HTML Tidy for HTML5 (experimental)

This page documents the experimental HTML5 fork of HTML Tidy available at https://github.com/w3c/tidy-html5.

File bug reports and enhancement requests at https://github.com/w3c/tidy-html5/issues.

The W3C public mailing list for HTML Tidy discussion is html-tidy@w3.org (list archive).

For more information on HTML5:

Validate your HTML documents using the W3C Nu Markup Validator.

What Tidy does

Tidy corrects and cleans up HTML content by fixing markup errors. Here are a few examples:

How to run Tidy from the command line

This is the syntax for invoking Tidy from the command line:

   tidy [[options] filename]*

Tidy defaults to reading from standard input, so if you run Tidy without specifying the filename argument, it will just sit there waiting for input to read. And Tidy defaults to writing to standard output. So you can pipe output from Tidy to other programs, as well as pipe output from other programs to Tidy. You can page through the output from Tidy by piping it to a pager:

   tidy file.html | less

To have Tidy write its output to a file instead, either use the -o filename or -output filename option, or redirect standard output to the file; for example:

   tidy -o output.html index.html
   tidy index.html > output.html

Both of those run tidy on the file index.html and write the output to the file output.html, while writing any error messages to standard error.

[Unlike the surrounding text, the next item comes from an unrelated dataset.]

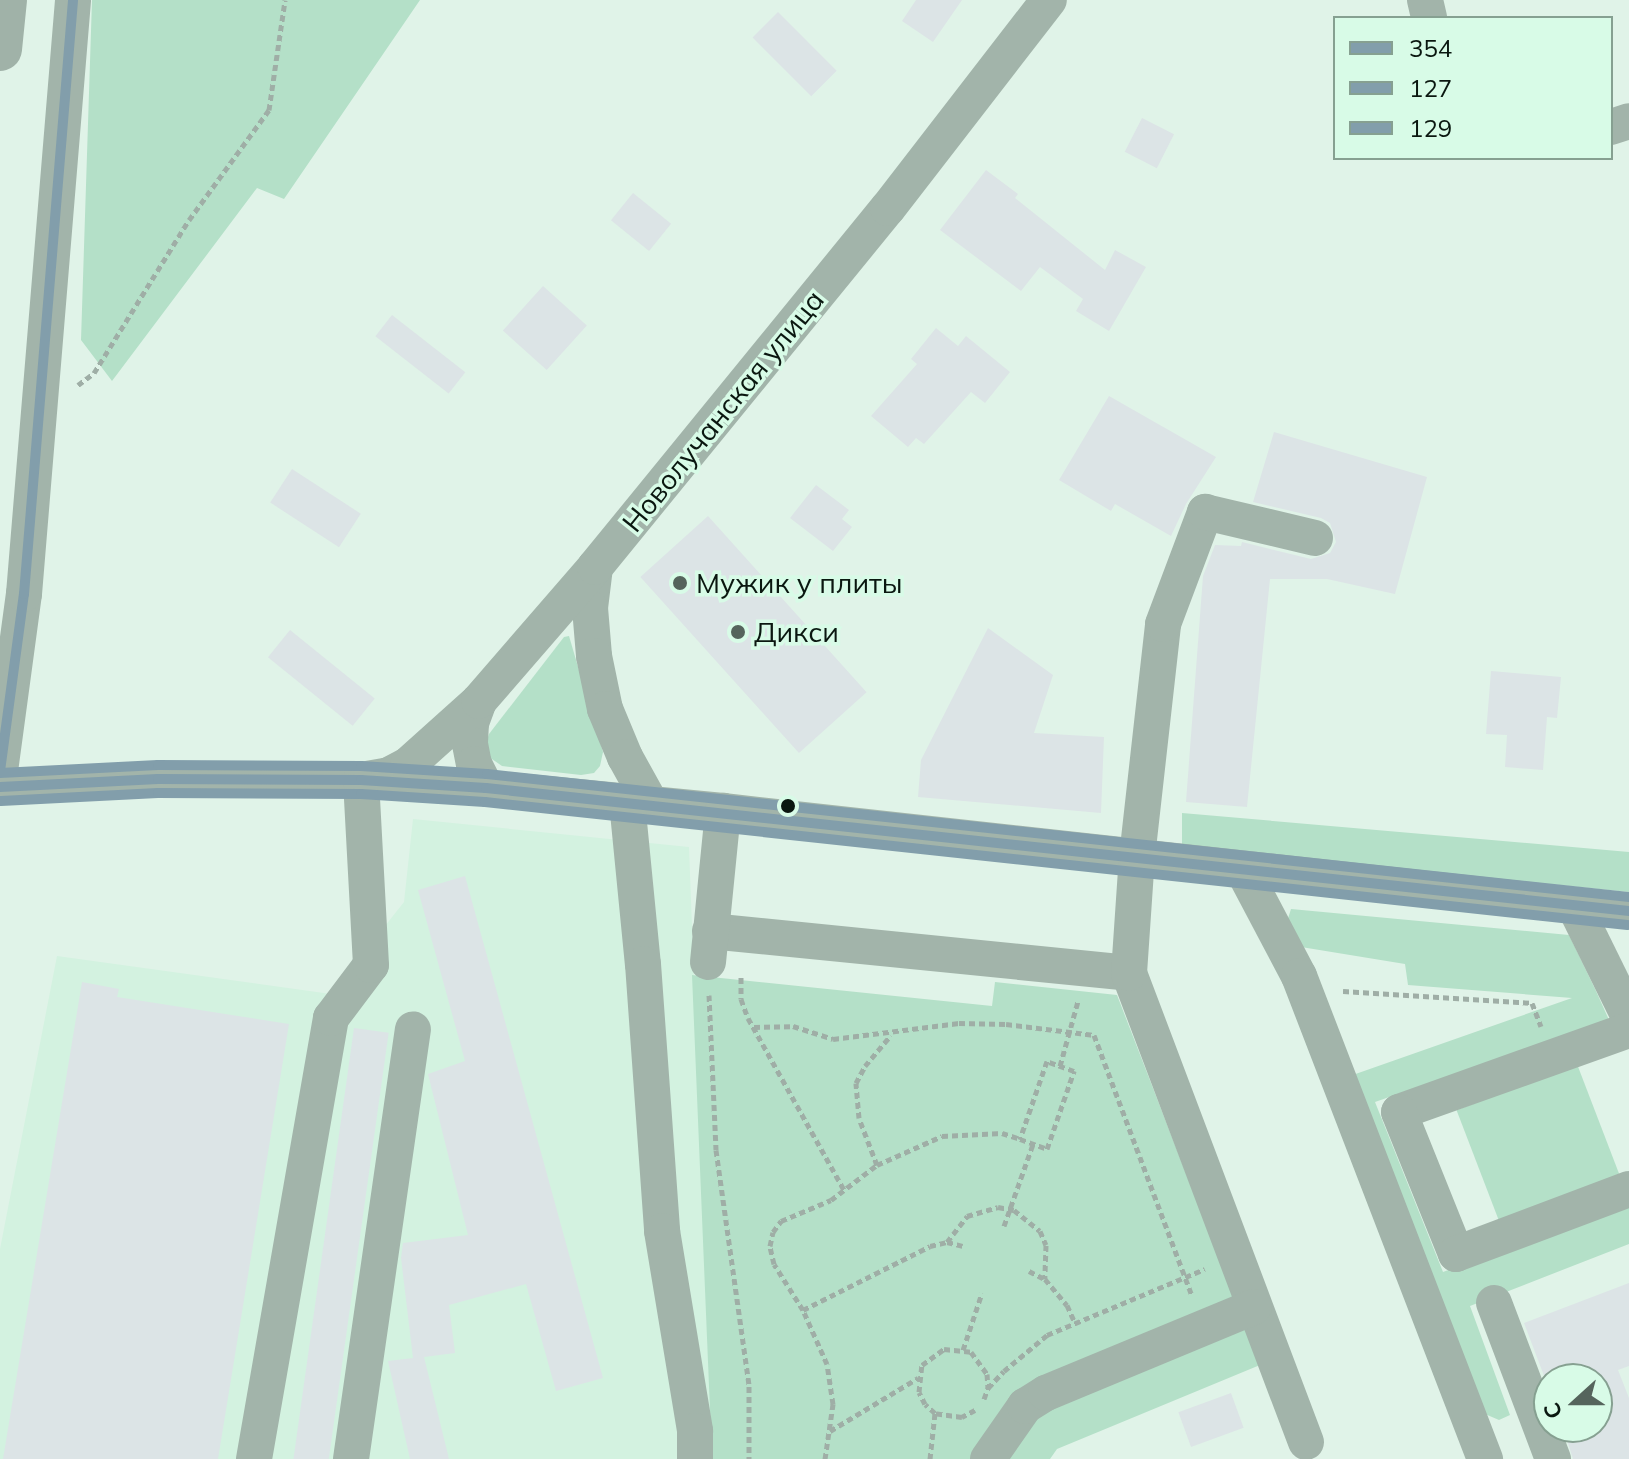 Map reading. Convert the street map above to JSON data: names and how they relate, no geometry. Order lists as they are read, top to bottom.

Tidy defaults to writing its error messages to standard error (that is, to the console where you’re running Tidy). To page through the error messages, along with the output, redirect standard error to standard output, and pipe it to your pager:

   tidy index.html 2>&1 | less

To have Tidy write the errors to a file instead, either use the -f filename or -file filename option, or redirect standard error to a file:

   tidy -o output.html -f errs.txt index.html
   tidy index.html > output.html 2> errs.txt 

Both of those run tidy on the file index.html and write the output to the file output.html, while writing any error messages to the file errs.txt.

Writing the error messages to a file is especially useful if the file you are checking has many errors; reading them from a file instead of the console or pager can make it easier to review them.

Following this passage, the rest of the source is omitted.